Crucial controls and mechanical components
Paint supply system with integrated 2 K technology for 4 different color cycles.
“The particular challenge, in this case, was that the system had to be designed for batch sizes as low as 1 and had to adapt to different gear components automatically,” explains Kornelius Berg of Venjakob, who managed the project. “Each of these components got their own programs in the plant control system. They are differentiated by diameter, length, geometry, coating parameters and color. Once the component has been identified, the system selects the corresponding coating program and automatically completes the associated set-up.”
Component identification by bar code
View into air-conditioned robot coating spray booth.
The only manual work involved is loading and removal. For each requirement, a suitable number of workpiece carriers is available, on which the machine operator can place the gear components with a jig for areas that should not be coated. It is not necessary to position the components in a specific way. “Everything was supposed to be quick and simple. In response to this request by the customer, we implemented suitable safety mechanisms,” Berg explains. After placement the operator scans the bar code of the gear component, the control system activates the associated coating program and pressing a release button starts the program. After release, the system automatically detects the position of the workpiece on the carrier. This means incorrectly positioned components can be detected. During this process, the system also checks whether the data transmitted by the bar code matches the workpiece dimensions. If the bar code does not match the component, the system immediately enters malfunction mode and signals the error. If the scanned bar code information matches the workpiece, the workpieces are transported through the coating process by a chain conveyor system in a clock-controlled manner.

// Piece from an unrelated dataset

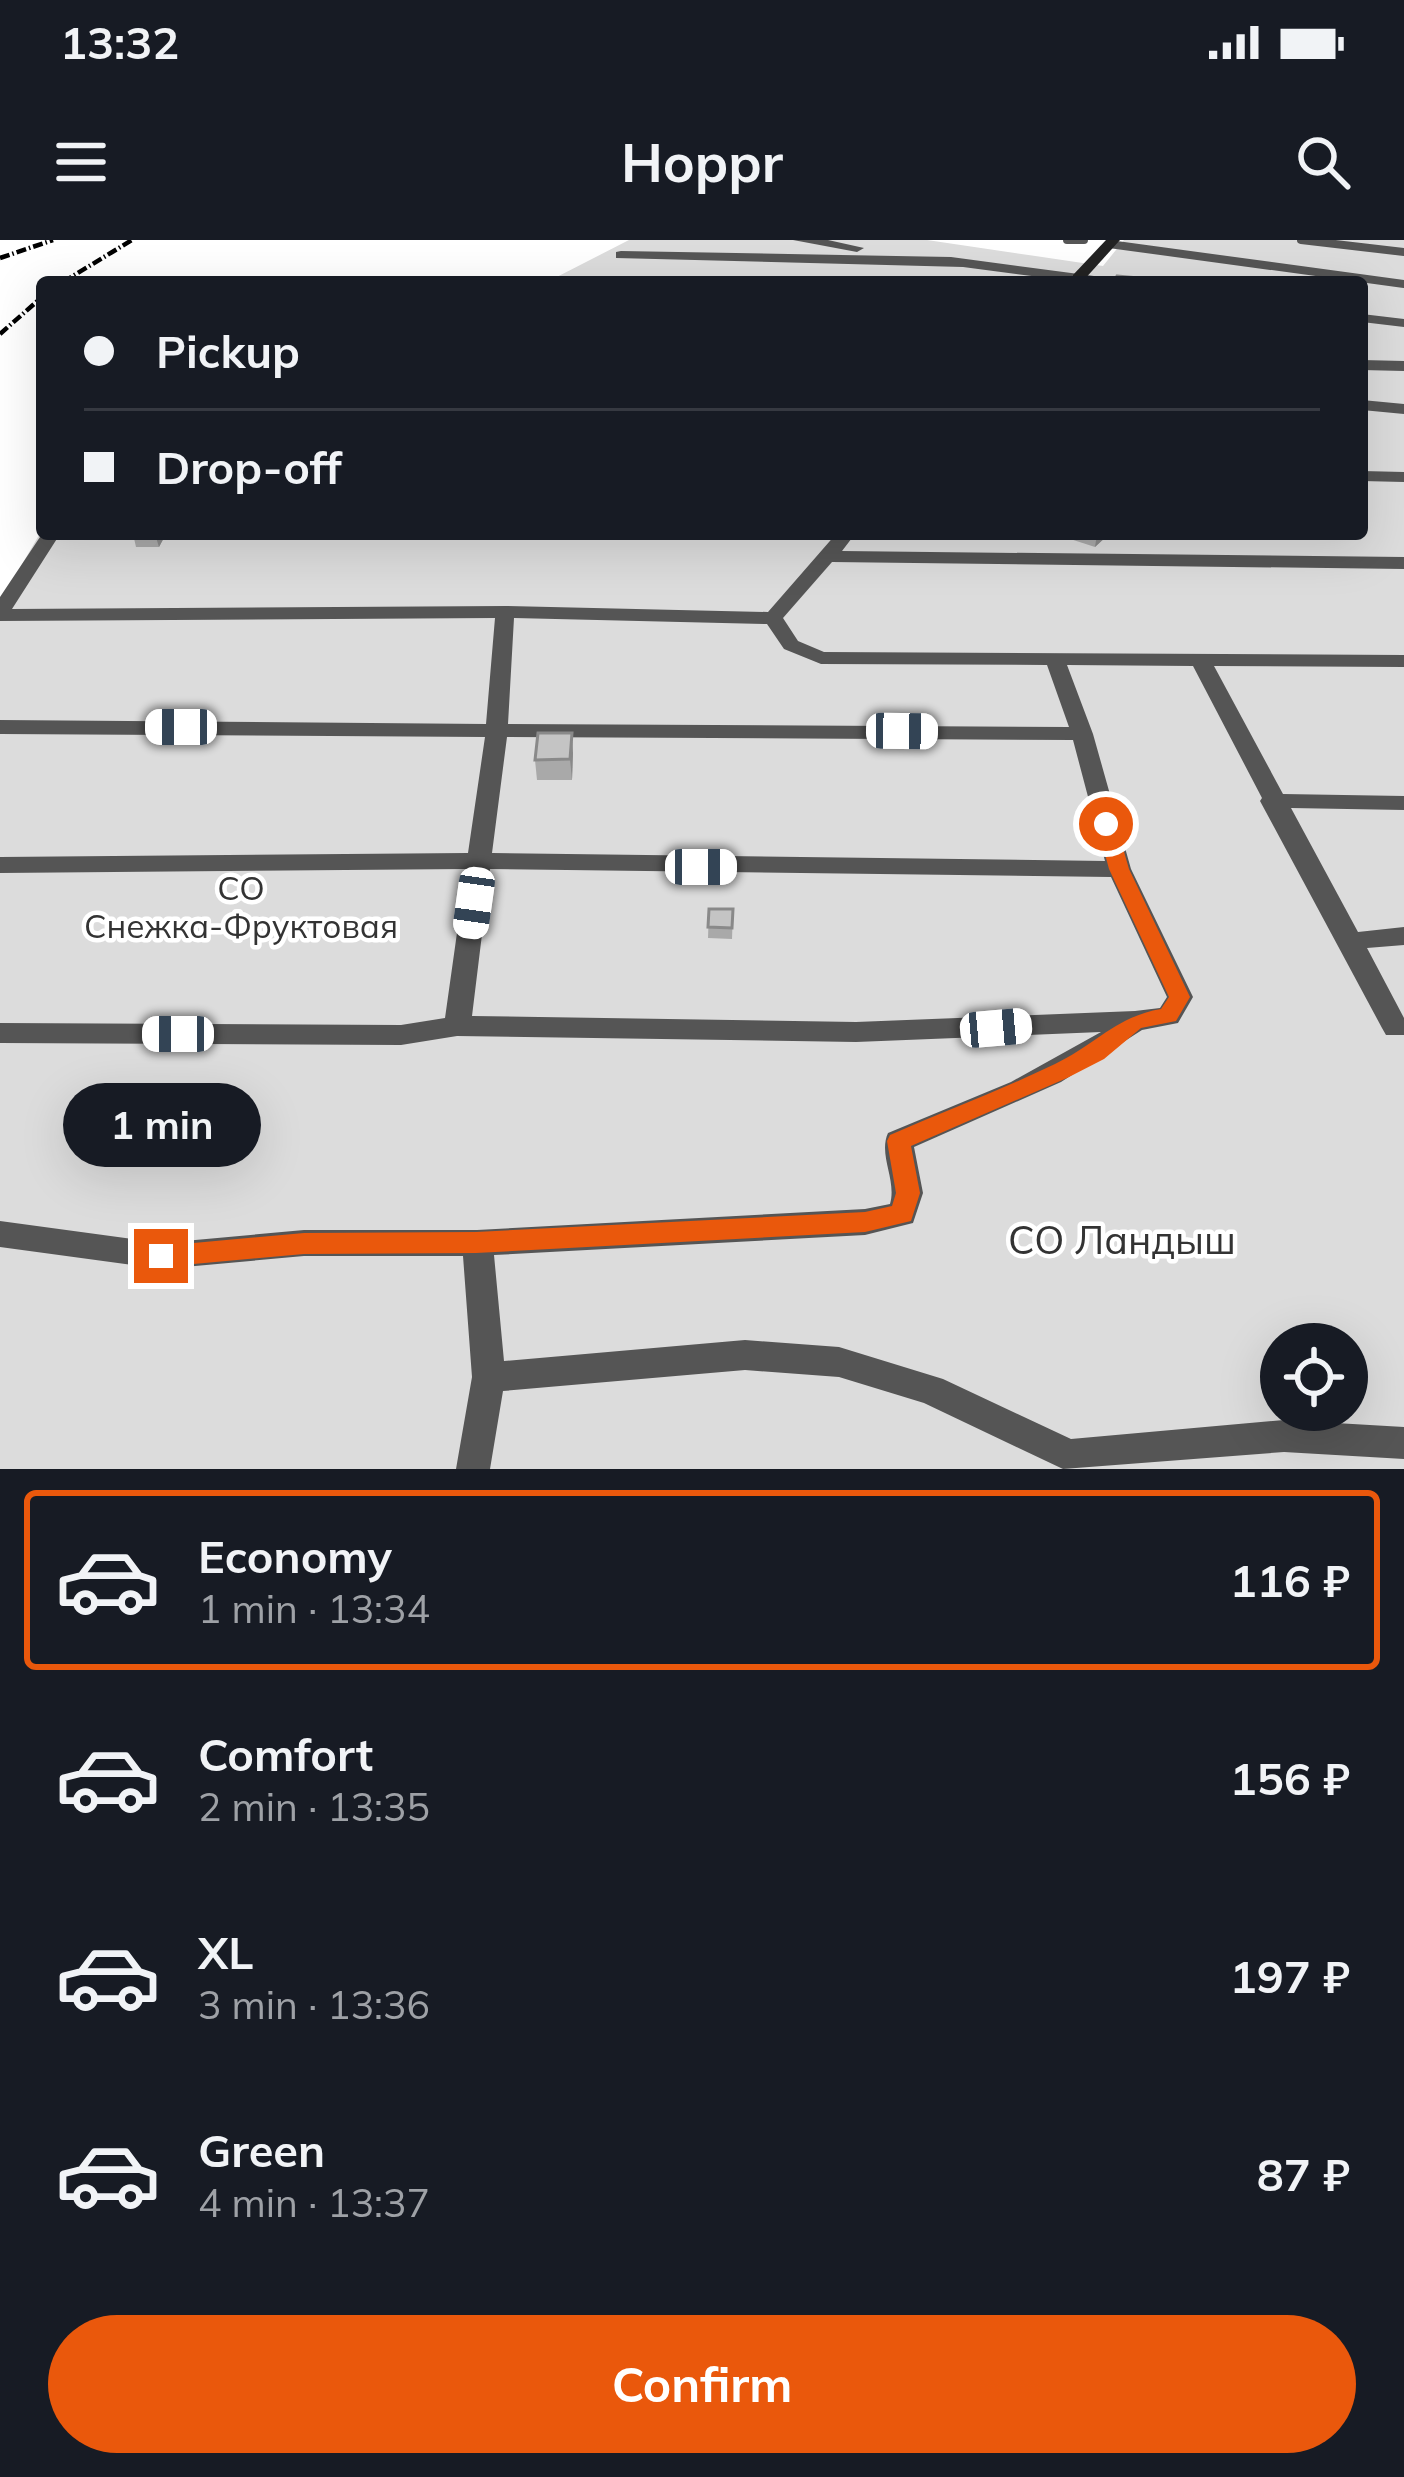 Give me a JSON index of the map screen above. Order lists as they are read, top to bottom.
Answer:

After position detection, the workpieces are transported into the closed coating booth containing the coating robot. To ensure that a wide variety of gear parts (with and without connecting flanges), and rotationally symmetrical and asymmetrical parts, can be coated fully automatically with a spray gun, the coating robot was equipped with programs referred to as “master programs.” These programs are activated based on the component, taking the parameters into account. As previously described, the parameters are transferred to the control system when the bar code is scanned at the loading station. For the coating process this means that the coating speed or the coating angle of the spray gun are automatically adapted to the size and geometry of the gear part. Another important factor for consistently good coating results is the permanent air conditioning of the coating booth. The controlled air supply ensures that the temperature and air humidity are suitable for the coating process year-round.

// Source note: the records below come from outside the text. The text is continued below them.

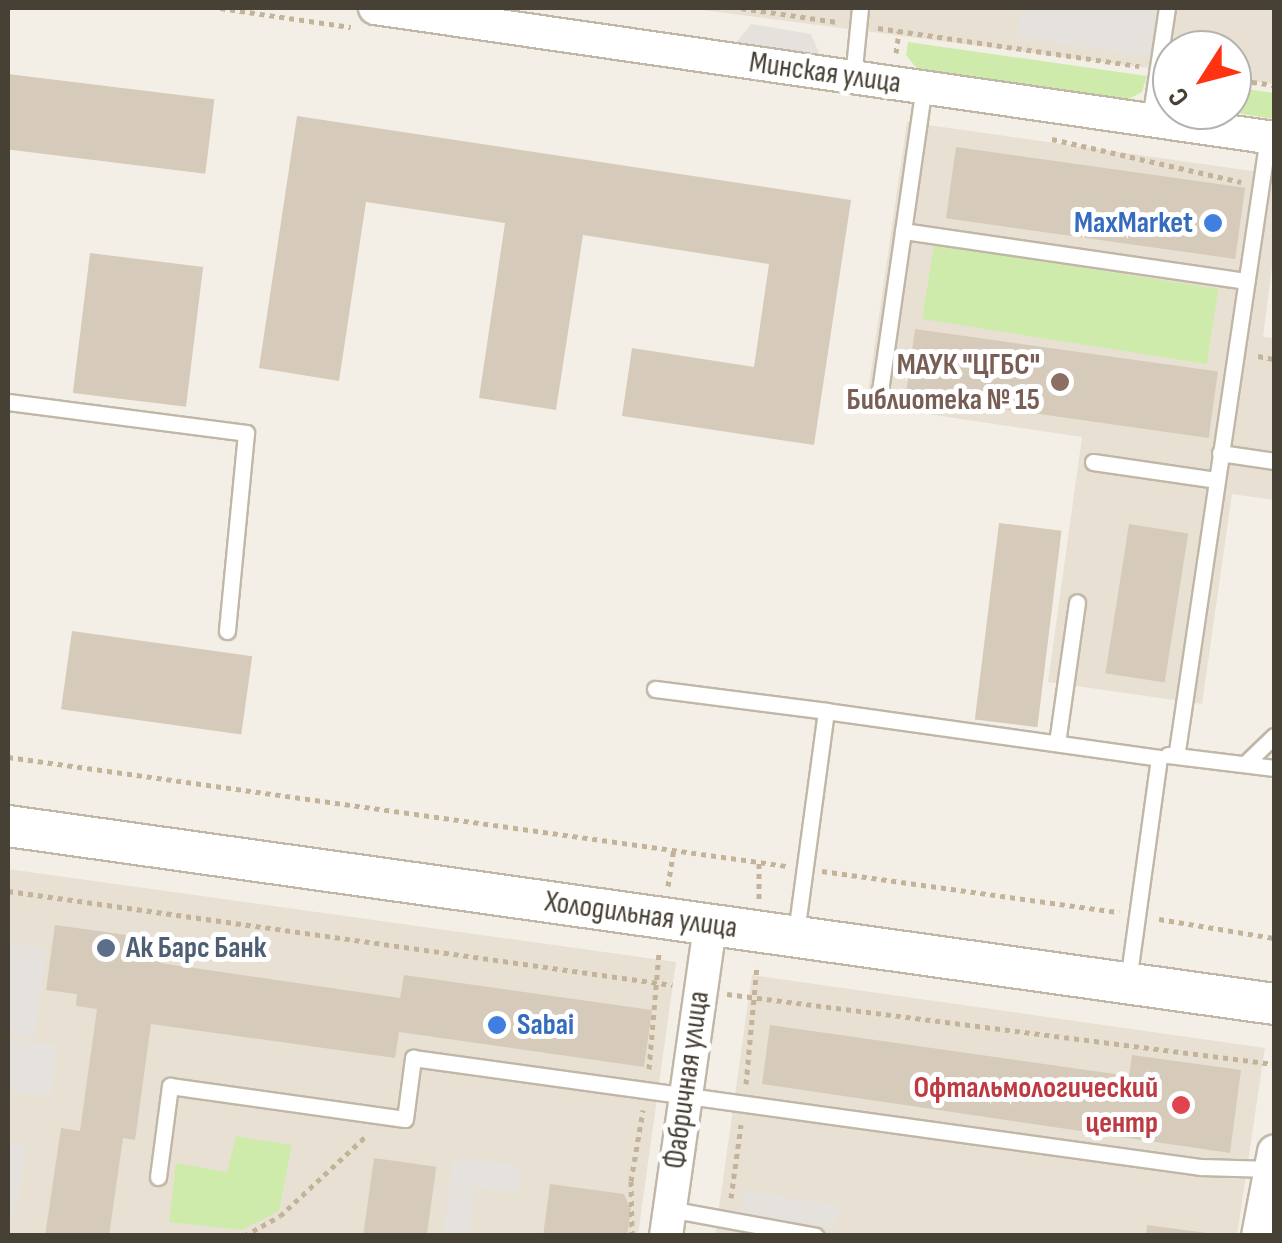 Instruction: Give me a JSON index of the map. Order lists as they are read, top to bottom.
{
  "streets": {
    "street": ["Минская улица", "Холодильная улица", "Фабричная улица"]
  },
  "crossings": [
    ["Холодильная улица", "Фабричная улица"]
  ],
  "places": [
    "MaxMarket",
    "МАУК \"ЦГБС\" Библиотека № 15",
    "Ак Барс Банк",
    "Sabai",
    "Офтальмологический центр"
  ],
  "north": "bottom left"
}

Reduced material consumption
The system is designed for multiple coating materials. Venjakob engineers used a variety of approaches to keep the material consumption as low as possible. The coating material supply is positioned directly next to the coating booth in a closed ventilation and venting booth. As the system is used for coating gear components of different sizes, it is possible for e.g. only every second workpiece carrier to be filled. For this reason, a scanning unit checks whether or not the spindle is empty during entry into the coating booth. If the spindle is empty, the coating process is paused. Use of the coating robot permits targeted spraying. This already reduces overspray, but any overspray that still remains is collected by a filter system and can be reused.
Automatic cleaning of covers
View into drying section with continuously variable temperature setting from 50-90°C.
After the coating process, the workpieces are first transported to the jig removal station. This station uses a horizontal and vertical axis system with grippers to remove the jigs that were put in place in the loading area and transport them to the cleaning station. Cleaning is performed in three steps: alkaline cleaning, rinsing with water, warm air drying. Then a conveyor belt returns the jigs to the loading area, where they can be reused.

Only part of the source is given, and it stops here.